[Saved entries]
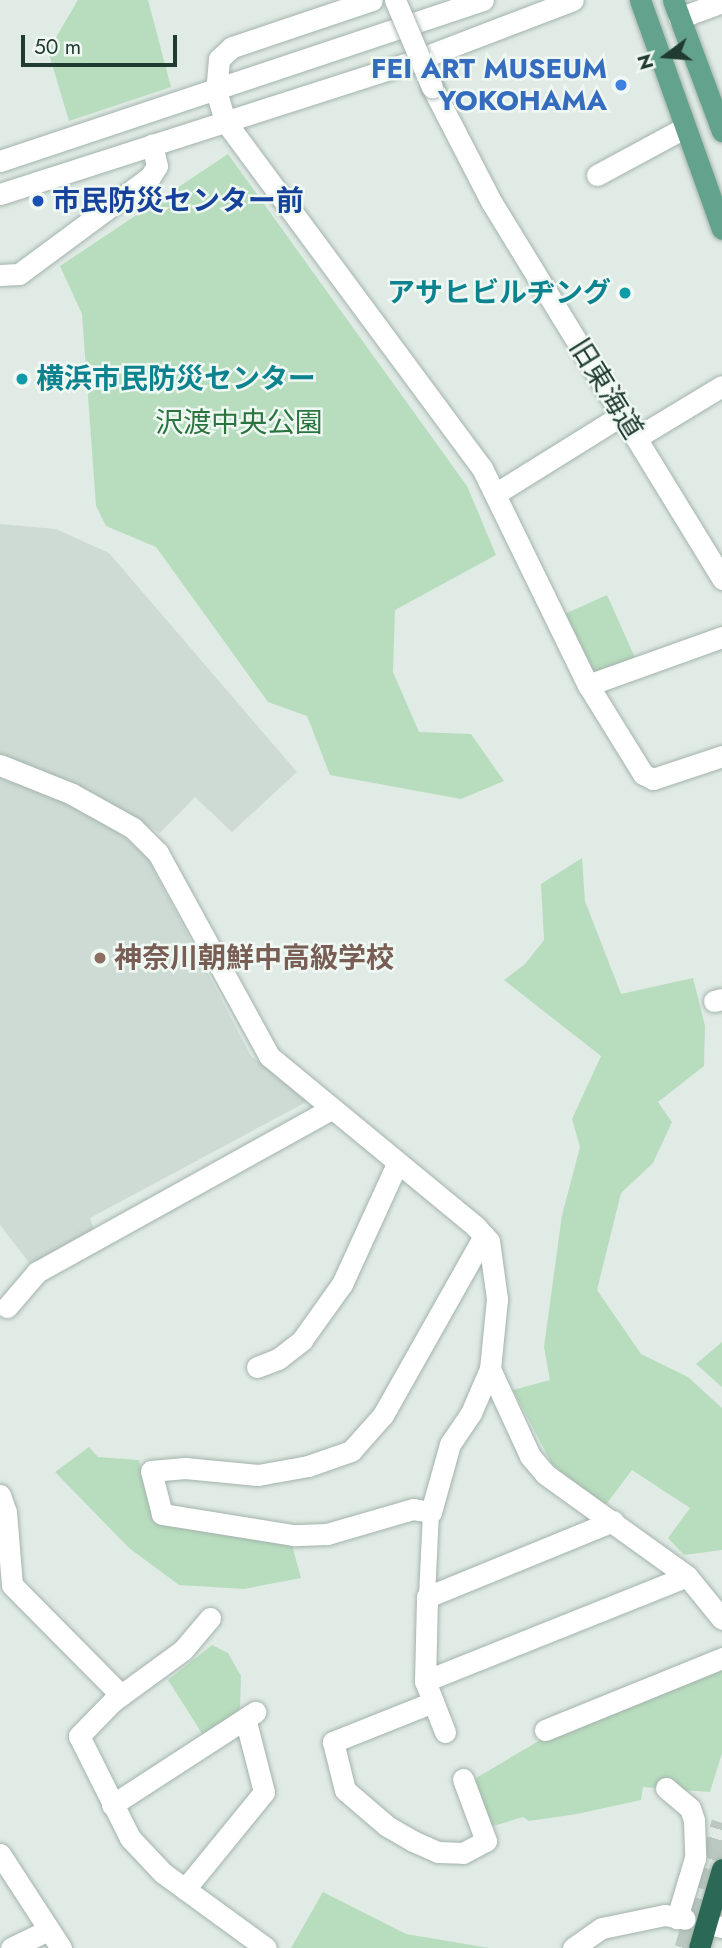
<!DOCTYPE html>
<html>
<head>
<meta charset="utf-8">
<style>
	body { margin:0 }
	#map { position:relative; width:722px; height:1948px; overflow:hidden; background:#e0ebe5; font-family:Jost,"Noto Sans JP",sans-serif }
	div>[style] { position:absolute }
	.built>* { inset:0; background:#cedbd4 }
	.green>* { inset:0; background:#b8ddbe; transform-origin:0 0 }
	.motorway-tunnel>* { height:21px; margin-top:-10.5px; transform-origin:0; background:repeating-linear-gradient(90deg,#bac8c1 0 21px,transparent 0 31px) }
	.roads { filter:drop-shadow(0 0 2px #a3b3ac) drop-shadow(0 0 2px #a3b3ac) }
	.pedestrian>* { height:16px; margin:-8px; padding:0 8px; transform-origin:8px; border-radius:8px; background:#fff }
	.minor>* { height:21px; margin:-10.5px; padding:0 10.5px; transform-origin:10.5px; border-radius:10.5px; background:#fff }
	.tertiary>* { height:21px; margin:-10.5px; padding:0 10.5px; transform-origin:10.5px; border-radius:10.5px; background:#fff }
	.primary>* { height:21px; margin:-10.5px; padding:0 10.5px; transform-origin:10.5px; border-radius:10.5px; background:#63a28c }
	.motorway>* { height:21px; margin:-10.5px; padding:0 10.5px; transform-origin:10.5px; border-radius:10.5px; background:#2b6956 }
	.bridges { filter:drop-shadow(0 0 2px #a3b3ac) drop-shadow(0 0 2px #a3b3ac) }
	.tertiary-bridge>* { height:21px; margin:-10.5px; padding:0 10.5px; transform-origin:10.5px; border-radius:10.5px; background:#fff }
	.dots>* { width:19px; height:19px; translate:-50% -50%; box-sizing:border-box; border:4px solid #f0f8f3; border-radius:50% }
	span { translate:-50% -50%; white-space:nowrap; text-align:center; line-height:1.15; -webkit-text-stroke:5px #f0f8f3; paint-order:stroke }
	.shop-label { font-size:28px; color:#366cbe; font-weight:700 }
	.right { translate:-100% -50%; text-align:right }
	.transit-label { font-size:28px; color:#164399; font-weight:700 }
	.left { translate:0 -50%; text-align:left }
	.culture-label { font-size:28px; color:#0d838f; font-weight:700 }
	.street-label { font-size:28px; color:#203c32 }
	.park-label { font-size:28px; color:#29743f }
	.education-label { font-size:28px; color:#785e54; font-weight:700 }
	.north { position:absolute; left:631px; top:21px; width:70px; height:70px; -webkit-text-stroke:5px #f0f8f3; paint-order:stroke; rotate:254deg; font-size:19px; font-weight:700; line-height:28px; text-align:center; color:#203c32 }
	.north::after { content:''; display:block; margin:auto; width:24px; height:32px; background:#203c32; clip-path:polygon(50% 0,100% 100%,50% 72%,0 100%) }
	.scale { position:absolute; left:21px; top:35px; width:156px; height:32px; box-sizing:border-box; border:4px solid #203c32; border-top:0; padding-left:9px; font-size:21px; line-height:24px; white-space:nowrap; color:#203c32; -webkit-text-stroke:5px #f0f8f3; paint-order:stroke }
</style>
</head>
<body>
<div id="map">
	<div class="built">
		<div style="clip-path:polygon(0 524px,56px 529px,109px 553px,297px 772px,232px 832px,195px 797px,160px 833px,91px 792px,0 755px)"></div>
		<div style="clip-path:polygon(0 778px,76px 805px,128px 840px,148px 859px,251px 1056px,310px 1100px,90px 1218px,95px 1233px,31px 1265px,0 1225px)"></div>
	</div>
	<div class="green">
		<div style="clip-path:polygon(78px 0,148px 0,171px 87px,69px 121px,48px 51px)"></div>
		<div style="clip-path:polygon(228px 154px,467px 486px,496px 555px,395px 610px,393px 672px,419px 732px,471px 734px,504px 781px,461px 799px,330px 775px,307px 716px,268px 702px,156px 547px,106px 526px,96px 506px,82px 314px,60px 266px)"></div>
		<div style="left:607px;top:595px;width:68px;height:49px;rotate:66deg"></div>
		<div style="clip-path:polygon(582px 858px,585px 901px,621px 994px,693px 978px,705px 1026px,704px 1066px,658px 1102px,672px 1122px,653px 1163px,621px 1193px,597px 1290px,641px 1354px,688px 1377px,722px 1408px,722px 1550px,684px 1555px,668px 1538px,690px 1508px,632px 1470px,605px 1506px,584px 1492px,552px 1464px,513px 1390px,550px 1380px,544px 1347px,562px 1215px,580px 1147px,572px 1119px,601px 1056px,504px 980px,525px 964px,544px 940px,541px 884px)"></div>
		<div style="clip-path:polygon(722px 1342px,722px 1387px,696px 1364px)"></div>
		<div style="clip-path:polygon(89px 1447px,98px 1457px,139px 1460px,156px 1523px,292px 1545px,301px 1578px,244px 1589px,179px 1585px,129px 1548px,55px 1472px)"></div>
		<div style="clip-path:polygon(212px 1645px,228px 1653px,241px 1676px,240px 1710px,203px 1735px,168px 1680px)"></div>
		<div style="clip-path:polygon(722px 1669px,722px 1753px,710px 1792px,643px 1787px,641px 1800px,577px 1814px,529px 1821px,523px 1817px,490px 1827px,471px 1781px,564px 1726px)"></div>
		<div style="clip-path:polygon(323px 1892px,406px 1934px,489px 1948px,291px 1948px)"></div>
	</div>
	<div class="motorway-tunnel">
		<div style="left:685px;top:1948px;width:131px;rotate:-73.6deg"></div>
	</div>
	<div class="roads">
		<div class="pedestrian">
			<div style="left:427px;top:1597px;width:85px;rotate:-87.3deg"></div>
		</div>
		<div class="minor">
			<div style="left:372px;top:0;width:148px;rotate:161.4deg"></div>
			<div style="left:232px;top:47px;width:18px;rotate:137deg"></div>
			<div style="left:219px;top:59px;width:32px;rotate:95deg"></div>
			<div style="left:216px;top:91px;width:31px;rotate:73deg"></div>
			<div style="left:225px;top:121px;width:432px;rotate:53.5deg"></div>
			<div style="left:482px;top:468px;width:242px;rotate:64deg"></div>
			<div style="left:588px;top:685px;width:105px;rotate:58.3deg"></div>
			<div style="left:643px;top:774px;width:11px;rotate:27deg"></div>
			<div style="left:653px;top:779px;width:73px;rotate:-18.4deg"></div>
			<div style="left:679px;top:18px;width:46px;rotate:-20.4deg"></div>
			<div style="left:597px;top:175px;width:99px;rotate:-28.4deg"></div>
			<div style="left:0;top:275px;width:19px;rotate:-3deg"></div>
			<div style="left:19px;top:274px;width:163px;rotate:-36.5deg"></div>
			<div style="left:150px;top:177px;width:13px;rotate:-58deg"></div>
			<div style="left:157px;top:166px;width:22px;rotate:-103deg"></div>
			<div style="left:636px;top:438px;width:100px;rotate:-31.2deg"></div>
			<div style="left:495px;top:494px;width:150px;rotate:-31.9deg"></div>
			<div style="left:588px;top:685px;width:142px;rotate:-19.7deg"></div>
			<div style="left:0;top:765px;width:78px;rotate:21.9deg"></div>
			<div style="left:72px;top:794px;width:70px;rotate:29.1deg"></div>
			<div style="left:133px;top:828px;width:35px;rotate:45deg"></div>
			<div style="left:158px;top:853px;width:231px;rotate:61.3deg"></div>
			<div style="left:269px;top:1056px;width:267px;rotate:39.5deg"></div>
			<div style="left:475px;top:1226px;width:3px;rotate:45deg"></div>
			<div style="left:477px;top:1228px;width:11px;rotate:49deg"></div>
			<div style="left:484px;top:1236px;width:7px;rotate:45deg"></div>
			<div style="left:489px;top:1241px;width:59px;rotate:82.1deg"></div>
			<div style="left:497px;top:1299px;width:70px;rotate:95.7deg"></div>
			<div style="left:490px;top:1369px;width:48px;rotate:113.4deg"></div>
			<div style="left:471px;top:1413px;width:37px;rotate:124deg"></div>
			<div style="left:450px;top:1444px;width:71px;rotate:105.6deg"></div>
			<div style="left:431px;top:1512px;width:18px;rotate:-171deg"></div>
			<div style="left:413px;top:1509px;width:90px;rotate:163.8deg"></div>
			<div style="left:327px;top:1534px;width:34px;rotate:178deg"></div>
			<div style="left:293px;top:1535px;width:133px;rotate:-170.9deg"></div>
			<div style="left:162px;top:1514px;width:44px;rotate:-104.3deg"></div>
			<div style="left:151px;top:1471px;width:34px;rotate:-5deg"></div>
			<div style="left:185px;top:1468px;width:73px;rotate:5.5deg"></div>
			<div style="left:258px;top:1475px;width:51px;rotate:-10.2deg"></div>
			<div style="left:308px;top:1466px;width:46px;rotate:-19.2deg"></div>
			<div style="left:351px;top:1451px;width:48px;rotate:-48.4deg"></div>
			<div style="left:383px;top:1415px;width:206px;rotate:-60.6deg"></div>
			<div style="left:714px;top:1001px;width:8px;rotate:-14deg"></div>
			<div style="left:7px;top:1307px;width:46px;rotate:-49.4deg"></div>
			<div style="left:37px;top:1272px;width:336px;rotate:-29deg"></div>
			<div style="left:257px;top:1367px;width:22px;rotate:-21deg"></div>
			<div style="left:278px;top:1359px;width:31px;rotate:-38deg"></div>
			<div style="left:302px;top:1340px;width:69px;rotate:-54.5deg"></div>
			<div style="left:342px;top:1284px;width:132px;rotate:-65.4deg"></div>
			<div style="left:490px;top:1369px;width:96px;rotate:65.3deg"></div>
			<div style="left:530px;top:1456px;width:23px;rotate:50deg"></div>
			<div style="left:545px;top:1474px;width:175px;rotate:35.7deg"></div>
			<div style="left:687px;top:1576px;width:55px;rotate:50.9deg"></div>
			<div style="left:0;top:1495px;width:18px;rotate:71deg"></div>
			<div style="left:6px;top:1512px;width:73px;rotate:85.3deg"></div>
			<div style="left:12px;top:1585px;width:155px;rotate:45.3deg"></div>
			<div style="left:210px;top:1618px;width:42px;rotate:130.2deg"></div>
			<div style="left:183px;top:1650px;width:87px;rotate:143.9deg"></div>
			<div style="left:113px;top:1701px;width:49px;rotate:134.2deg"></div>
			<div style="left:79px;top:1736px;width:114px;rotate:63.4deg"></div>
			<div style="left:130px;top:1838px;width:48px;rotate:46.7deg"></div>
			<div style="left:163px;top:1873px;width:127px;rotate:36.1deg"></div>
			<div style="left:425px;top:1681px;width:282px;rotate:-21.8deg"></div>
			<div style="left:433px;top:1702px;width:108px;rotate:158.2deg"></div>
			<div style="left:333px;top:1742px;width:49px;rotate:76deg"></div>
			<div style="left:345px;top:1790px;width:55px;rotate:40.6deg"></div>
			<div style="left:387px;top:1826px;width:30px;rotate:30deg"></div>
			<div style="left:413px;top:1841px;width:27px;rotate:24deg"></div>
			<div style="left:438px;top:1852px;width:25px;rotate:2deg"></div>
			<div style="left:463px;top:1853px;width:26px;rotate:-28deg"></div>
			<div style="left:486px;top:1841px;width:66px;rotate:-110.4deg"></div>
			<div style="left:545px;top:1730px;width:191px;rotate:-22.1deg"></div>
			<div style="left:445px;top:1732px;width:55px;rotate:-111.4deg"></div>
			<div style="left:425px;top:1681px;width:84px;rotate:-88.6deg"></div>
			<div style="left:427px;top:1597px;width:201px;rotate:-22.2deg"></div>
			<div style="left:666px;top:1788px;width:31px;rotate:40deg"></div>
			<div style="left:690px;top:1808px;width:13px;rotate:72deg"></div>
			<div style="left:694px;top:1820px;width:38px;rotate:88deg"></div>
			<div style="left:695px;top:1858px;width:63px;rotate:106.7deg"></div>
			<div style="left:112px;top:1805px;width:171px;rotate:-33deg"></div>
			<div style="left:185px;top:1889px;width:125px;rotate:-50.8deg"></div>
			<div style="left:264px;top:1792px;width:76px;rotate:-104.4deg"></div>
			<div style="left:717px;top:1926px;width:5px;rotate:11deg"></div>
			<div style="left:11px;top:1948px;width:41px;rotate:-25.9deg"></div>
			<div style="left:573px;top:1948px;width:35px;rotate:-35deg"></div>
			<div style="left:602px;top:1928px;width:64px;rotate:-11.7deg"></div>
			<div style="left:665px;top:1915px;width:20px;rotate:11deg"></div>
		</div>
		<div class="tertiary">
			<div style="left:432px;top:87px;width:131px;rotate:62.7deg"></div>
			<div style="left:492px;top:203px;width:441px;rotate:58.5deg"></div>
			<div style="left:0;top:161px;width:509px;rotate:-18.43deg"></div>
			<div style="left:0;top:194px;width:432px;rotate:-17.8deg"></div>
			<div style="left:411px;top:62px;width:173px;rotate:-20.9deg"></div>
			<div style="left:0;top:1854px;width:112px;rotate:57deg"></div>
		</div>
		<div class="primary">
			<div style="left:640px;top:0;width:243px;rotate:70.3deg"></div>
			<div style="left:673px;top:0;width:140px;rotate:69.5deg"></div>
		</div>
		<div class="motorway">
			<div style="left:699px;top:1948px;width:82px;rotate:-73.8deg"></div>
		</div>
	</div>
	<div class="bridges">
		<div class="tertiary-bridge">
			<div style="left:395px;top:0;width:95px;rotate:67deg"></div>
		</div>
	</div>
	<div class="dots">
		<div style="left:621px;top:85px;background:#3f7fe0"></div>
		<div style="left:38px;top:201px;background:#1a4fb4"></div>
		<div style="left:625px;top:293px;background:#0f9aa8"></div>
		<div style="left:22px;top:379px;background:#0f9aa8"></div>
		<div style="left:100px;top:958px;background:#8d6e63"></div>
	</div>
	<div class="shop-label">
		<span class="right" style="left:607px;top:85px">FEI ART MUSEUM<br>YOKOHAMA</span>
	</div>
	<div class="transit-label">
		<span class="left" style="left:52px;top:201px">市民防災センター前</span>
	</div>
	<div class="culture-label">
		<span class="right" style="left:611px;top:293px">アサヒビルヂング</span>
		<span class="left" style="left:36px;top:379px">横浜市民防災センター</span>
	</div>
	<div class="street-label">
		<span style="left:606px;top:389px;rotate:58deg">旧東海道</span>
	</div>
	<div class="park-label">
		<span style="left:239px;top:423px">沢渡中央公園</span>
	</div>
	<div class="education-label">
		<span class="left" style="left:114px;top:958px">神奈川朝鮮中高級学校</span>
	</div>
	<div class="north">N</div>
	<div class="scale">50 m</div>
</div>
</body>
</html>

= Work to complete =
For each line of the data that includes the word "green", return a copy of it.

= Result of the task =
	.green>* { inset:0; background:#b8ddbe; transform-origin:0 0 }
	<div class="green">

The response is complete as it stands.